With a chic, 1970s-inspired design by Flack Studio and all-day menus of modern Italian cuisine, Pixie brings a contemporary European coastal vibe to Byron Bay.
Byron Bay, just the name conjures so much. Everyone has a Byron memory fuelling a rose-tinted ideal of the perpetual holiday. Enter Pixie, the new restaurant from Flack Studio, and those rose shades abound and it really is as good as you imagine it might be.
Located within what is taking form as a designer/dining enclave with Venroy, Deji Studios, Nagnata, and Light Years (Pixie’s sister restaurant), the Jonson Lane Precinct is shaping a new view of Byron. Pixie brings to this mix a robustly design-led experience that sits perfectly with the Italian menu and Byron surrounds.
Taking inspiration from the Italy of the 1970s, Flack Studio’s design pays homage to mid-century architect Gae Aulenti, whose Pipistrello Table Lamp takes pride of place on the bar. Aulenti is best known for her architecture and design for Musée d’Orsay and the Contemporary Art Gallery at the Centre Pompidou in Paris. Additionally, Aulenti was a prolific designer across furniture, stage, lighting, exhibition, and interior design and was known for never discriminating between old and new, but rather, giving preference to whatever was right for the project. To this end, Flack’s rich and layered material palette feels right at home with furniture and lighting mixing up eras.
At centre is a magnificent zig zag-faced pink marble bar with a striking steel hood with round, port hole-like features. Recessed into the high-gloss ceiling, the light glows golden red across the ceiling and shimmies like molten amber across the wall at the back of the bar. Surrounding the bar is a small floor inset of pink and white diagonal stripes of marble before terracotta becomes the main. This too is Flackified with randomly placed and sized inserts of pink terrazzo.

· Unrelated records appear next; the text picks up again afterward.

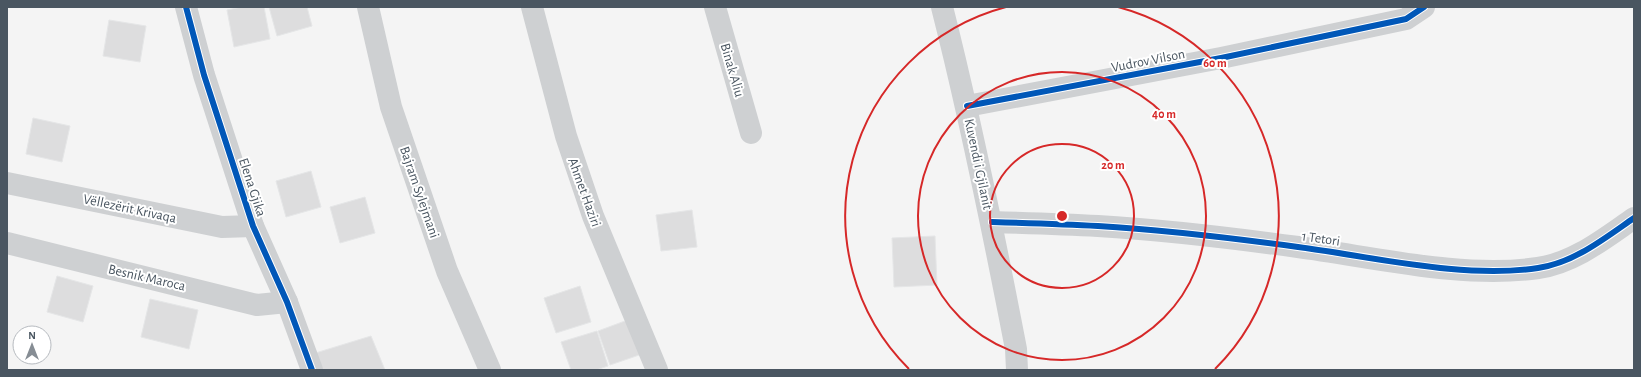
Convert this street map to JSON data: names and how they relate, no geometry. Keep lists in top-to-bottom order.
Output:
{
  "streets": {
    "street": [
      "Vudrov Vilson",
      "Binak Aliu",
      "Kuvendi i Gjilanit",
      "Elena Gjika",
      "Bajram Sylejmani",
      "Ahmet Haziri",
      "Vëllezërit Krivaqa",
      "1 Tetori",
      "Besnik Maroca"
    ]
  },
  "crossings": [
    ["Vudrov Vilson", "Kuvendi i Gjilanit"],
    ["Kuvendi i Gjilanit", "1 Tetori"],
    ["Elena Gjika", "Vëllezërit Krivaqa"],
    ["Elena Gjika", "Besnik Maroca"]
  ],
  "north": "top",
  "rings": ["60 m", "40 m", "20 m"]
}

Great lamps from the canon of unusual icons form a European signature in this project. Dotted throughout are Pietro Chiesa’s Luminator Floor Lamp, Todia Scarpa’s Butterfly Wall Lamp, Mario Botta’s Shogun Lamp, and vintage crystal art wall sconces, all carefully placed to evoke a cool sensibility. The wall sconces are a particular delight of the ’70s mood, with freeform layers of glass lit from behind for a nimbus effect. Flack’s material palette, comprising layers of burnt terracotta, mushroom browns, pinks, buff, and the deep sea green of glossy wall tiles, gives the whole a ’70s swagger, but the sharpness of detail is entirely contemporary.
Quintessential ’70s Cab Stools and Chairs by Mario Bellini (1977) are paired with a large bespoke banquette in ruched claret leather for a relaxed ambiance that affords each patron ample room. And, in doing so, sums up the relaxed vibe of Byron as the sun pours through the slimline Venetian blinds, glows through the amber glass screen, and fills the room with joy.